[Stored items]
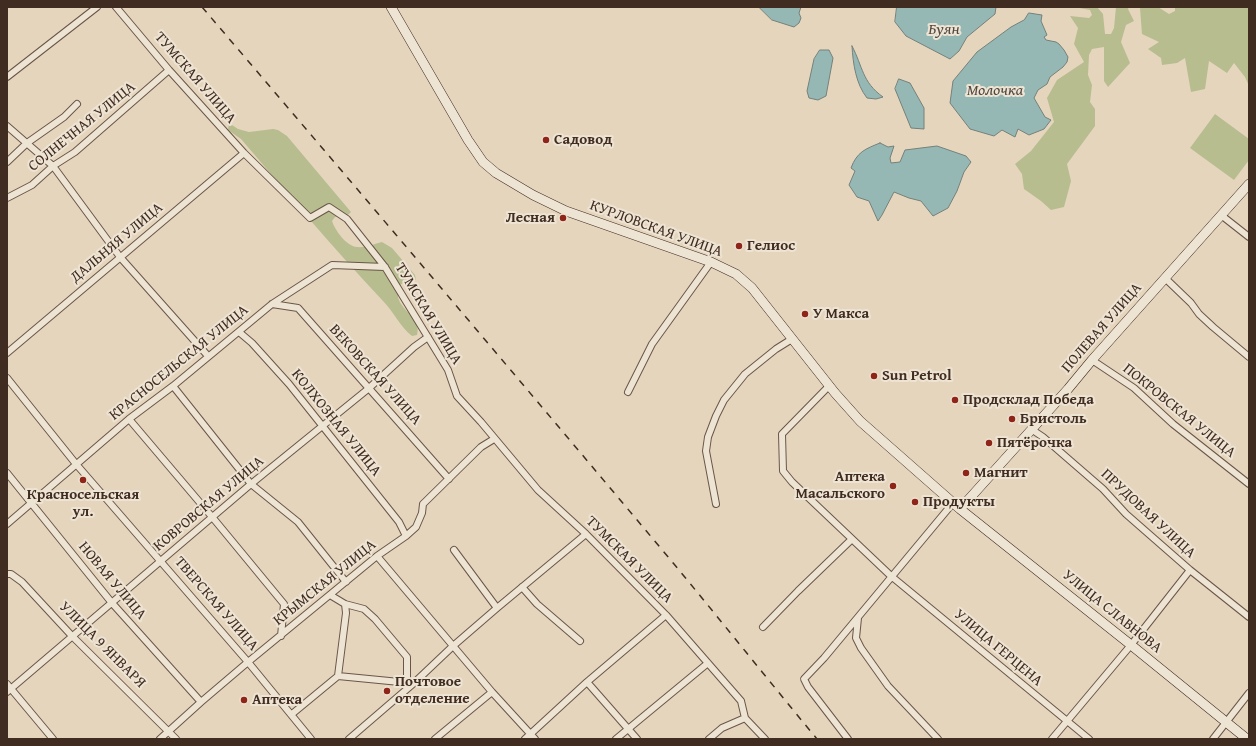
<!DOCTYPE html>
<html>
<head>
<meta charset="utf-8">
<style>
  body { margin:0 }
  #map { position:relative; width:1256px; height:746px; overflow:hidden; background:#e5d5bd; font-family:"Gentium Book Plus",serif }
  canvas { display:block }
  .frame { position:absolute; inset:0; border:8px solid #412c21; pointer-events:none }
</style>
</head>
<body>
<div id="map">
<canvas width="1256" height="746"></canvas>
<div class="frame"></div>
</div>
<script>
const ctx = document.querySelector('canvas').getContext('2d');
ctx.lineJoin = 'round';
function fillPath(path, color) {
  ctx.fillStyle = color;
  ctx.fill(path, 'evenodd');
}
function trace(path, color, width, dash) {
  ctx.strokeStyle = color;
  ctx.lineWidth = width;
  ctx.lineCap = dash ? 'butt' : 'round';
  ctx.setLineDash(dash || []);
  ctx.stroke(path);
}
function drawText(font, color, halo, rows, align = 'center') {
  ctx.font = font + ' "Gentium Book Plus",serif';
  ctx.lineWidth = 4;
  ctx.setLineDash([]);
  ctx.textBaseline = 'middle';
  ctx.strokeStyle = halo;
  ctx.fillStyle = color;
  for (const [text, x, y, turn = 0] of rows) {
    ctx.save();
    ctx.translate(x, y);
    ctx.rotate((+turn || 0) * Math.PI / 180);
    ctx.textAlign = isNaN(turn) ? turn : align;
    if (halo) ctx.strokeText(text, 0, 0);
    ctx.fillText(text, 0, 0);
    ctx.restore();
  }
}
const green = new Path2D(`
  M1074,7H1097L1103,14L1105,34H1111L1114,28L1116,7H1129L1128,9L1134,21L1126,25L1121,42L1130,63L1108,87L1104,81V47L1092,49L1089,55L1088,75L1092,85L1090,102L1095,109V126L1067,164L1071,181L1064,207L1051,210L1041,201L1024,189L1022,174L1015,164L1031,151L1054,122L1047,98L1057,80L1084,62L1074,44L1078,28L1070,16L1089,18L1092,15L1090,10Z
  M1142,7H1158L1169,14L1175,11V7H1249V86L1245,77L1234,63L1227,73L1209,61L1205,89L1191,92L1185,58L1177,63L1162,65L1161,58L1148,49L1159,42L1142,34L1140,8Z
  M1215,114L1249,139V160L1234,180L1190,148Z
  M229,123L238,129L249,132L273,129L278,130L287,136L351,212L347,216L335,217L332,221C335,230 346,246 357,247C365,248 374,244 382,242L392,248L415,275L416,280L405,282L400,285C399,288 398,293 398,297C401,311 422,319 417,335L412,336C401,328 393,311 383,301C334,249 288,194 241,139L228,130Z`);
const water = new Path2D(`
  M759,7H801L799,13L801,18L799,23L794,27L772,20Z
  M897,7H996L995,14L967,37L959,51L950,59L906,36L895,22Z
  M1029,13L1042,15L1041,21L1047,35L1044,37L1046,40L1056,42L1059,44L1064,50L1068,57L1067,62L1063,67L1050,77L1047,84L1038,90L1034,98L1045,117L1051,120L1044,129L1029,135L1018,129L1015,137L1002,130L994,136L970,129L950,103L953,81L977,52L1011,27L1024,20Z
  M852,46C863,67 862,82 883,97L876,99L867,98C856,84 853,64 852,46Z
  M820,50H829L833,58L826,96L818,100L809,98L807,91L814,59Z
  M899,79L910,83L924,108V129L911,128L895,89Z
  M880,143L888,147L894,146L890,158L891,163L900,162L905,150L937,146L966,156L971,162L964,172L957,191L948,208L933,216L921,201L909,198L894,192L882,215L878,221L869,201L857,197L849,185L855,171L851,168C857,152 865,149 880,143Z`);
const street = new Path2D(`
  M116,7L169,70L244,153L310,218L329,207L347,219L385,267L448,370L457,396L481,422L538,490L586,534L666,615L741,701L745,718L765,739
  M7,77L97,7
  M7,126L53,166L120,257L208,356
  M7,162L27,143L64,117L77,104
  M7,198L32,185L53,166L75,152L169,70
  M1221,215L1249,237
  M1165,278L1191,303L1199,314L1213,327L1249,357
  M272,304L298,308L449,479
  M239,332L252,343L289,384L399,522L406,536
  M7,353L244,153
  M1092,360L1134,388L1173,424L1249,484
  M7,378L76,464L248,662L311,739
  M173,386L251,484L298,522L346,582
  M829,386L782,434L783,471L792,482L891,576L1089,739
  M628,392L652,344L711,262
  M129,419L213,518L284,604L281,636
  M1031,429L1043,437L1103,489L1126,514L1190,570L1249,617
  M7,473L112,603L201,702
  M716,504L706,451L708,437L716,416L724,400L745,374L776,349L792,339
  M7,524L129,419L173,386L272,304L332,265L385,267
  M454,550L497,608
  M377,556L492,692L535,739
  M7,574H11L22,582L72,636L176,739
  M522,587L537,604L580,641
  M330,595L345,604L364,609L375,619L407,657V683
  M858,618L856,638L861,648L888,686L938,739
  M763,627L798,591L852,539
  M338,676L410,683
  M587,682L637,739
  M7,684L53,739
  M7,692L251,484L368,389L414,347L428,337
  M292,714L338,676L346,613L345,604
  M160,739L201,702L248,662L377,556L406,536L416,527L422,513L423,504L481,447L494,439
  M349,739L414,683L453,646L497,608L586,534
  M435,739L492,692
  M525,739L587,682L666,615
  M616,739L708,663
  M709,739L722,728L745,718
  M848,739L808,687L804,679L824,658L953,503
  M1052,739L1131,645L1190,570
  M1213,739L1249,693`);
const secondary = new Path2D(`
  M391,7L468,140L483,162L496,173L533,195L566,211L711,262L736,274L752,288L835,393L860,421L960,509L1131,645L1247,739
  M960,509L1068,389L1092,360L1249,184`);
const rail = new Path2D(`
  M202,7C360,192 518,378 674,564C722,622 769,681 817,739`);
const markers = [
  [546,140,4,"#8f2418"],
  [563,218,4,"#8f2418"],
  [739,246,4,"#8f2418"],
  [805,314,4,"#8f2418"],
  [874,376,4,"#8f2418"],
  [955,400,4,"#8f2418"],
  [1012,419,4,"#8f2418"],
  [989,443,4,"#8f2418"],
  [966,473,4,"#8f2418"],
  [83,480,4,"#8f2418"],
  [893,486,4,"#8f2418"],
  [915,502,4,"#8f2418"],
  [387,691,4,"#8f2418"],
  [244,700,4,"#8f2418"]
];
const streetNames = [
  ["ТУМСКАЯ УЛИЦА",195,78,49],
  ["СОЛНЕЧНАЯ УЛИЦА",82,127,-39],
  ["КУРЛОВСКАЯ УЛИЦА",656,229,20],
  ["ДАЛЬНЯЯ УЛИЦА",117,243,-40],
  ["ТУМСКАЯ УЛИЦА",428,314,59],
  ["ПОЛЕВАЯ УЛИЦА",1102,328,-49],
  ["КРАСНОСЕЛЬСКАЯ УЛИЦА",179,363,-39],
  ["ВЕКОВСКАЯ УЛИЦА",375,375,48],
  ["ПОКРОВСКАЯ УЛИЦА",1179,411,39],
  ["КОЛХОЗНАЯ УЛИЦА",336,423,51],
  ["КОВРОВСКАЯ УЛИЦА",209,504,-40],
  ["ПРУДОВАЯ УЛИЦА",1148,514,43],
  ["ТУМСКАЯ УЛИЦА",629,560,45],
  ["НОВАЯ УЛИЦА",112,581,50],
  ["КРЫМСКАЯ УЛИЦА",325,583,-39],
  ["ТВЕРСКАЯ УЛИЦА",216,604,49],
  ["УЛИЦА СЛАВНОВА",1112,612,39],
  ["УЛИЦА 9 ЯНВАРЯ",102,645,45],
  ["УЛИЦА ГЕРЦЕНА",998,648,40]
];
const poiNames = [
  ["Садовод",554,140],
  ["Лесная",555,218,"right"],
  ["Гелиос",747,246],
  ["У Макса",813,314],
  ["Sun Petrol",882,376],
  ["Продсклад Победа",963,400],
  ["Бристоль",1020,419],
  ["Пятёрочка",997,443],
  ["Магнит",974,473],
  ["Аптека",885,477,"right"],
  ["Масальского",885,494,"right"],
  ["Красносельская",83,495,"center"],
  ["ул.",83,512,"center"],
  ["Продукты",923,502],
  ["Почтовое",395,682],
  ["отделение",395,699],
  ["Аптека",252,700]
];
const waterNames = [
  ["Буян",944,30],
  ["Молочка",995,91]
];
fillPath(green, '#b7bd8f');
fillPath(water, '#96b8b5');
trace(water, '#74807a', 1);
trace(street, '#6a5648', 8);
trace(secondary, '#412c21', 10);
trace(street, '#eee4d4', 6);
trace(secondary, '#eee4d4', 9);
trace(rail, '#412c21', 1.5, [7, 7]);
for (const [x, y, r, color] of markers) {
  const dot = new Path2D();
  dot.arc(x, y, r, 0, 2 * Math.PI);
  ctx.fillStyle = color;
  ctx.fill(dot);
  trace(dot, '#eee4d4', 1.5);
}
drawText('15px', '#412c21', '#eee4d4', streetNames);
drawText('bold 15px', '#412c21', '#eee4d4', poiNames, 'left');
drawText('italic 16px', '#52483f', '#eee4d4', waterNames);
</script>
</body>
</html>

*Exercise instructions*
Look through the entries above. Copy each line in which the string "strokeStyle" occurs.

*Answer space*
  ctx.strokeStyle = color;
  ctx.strokeStyle = halo;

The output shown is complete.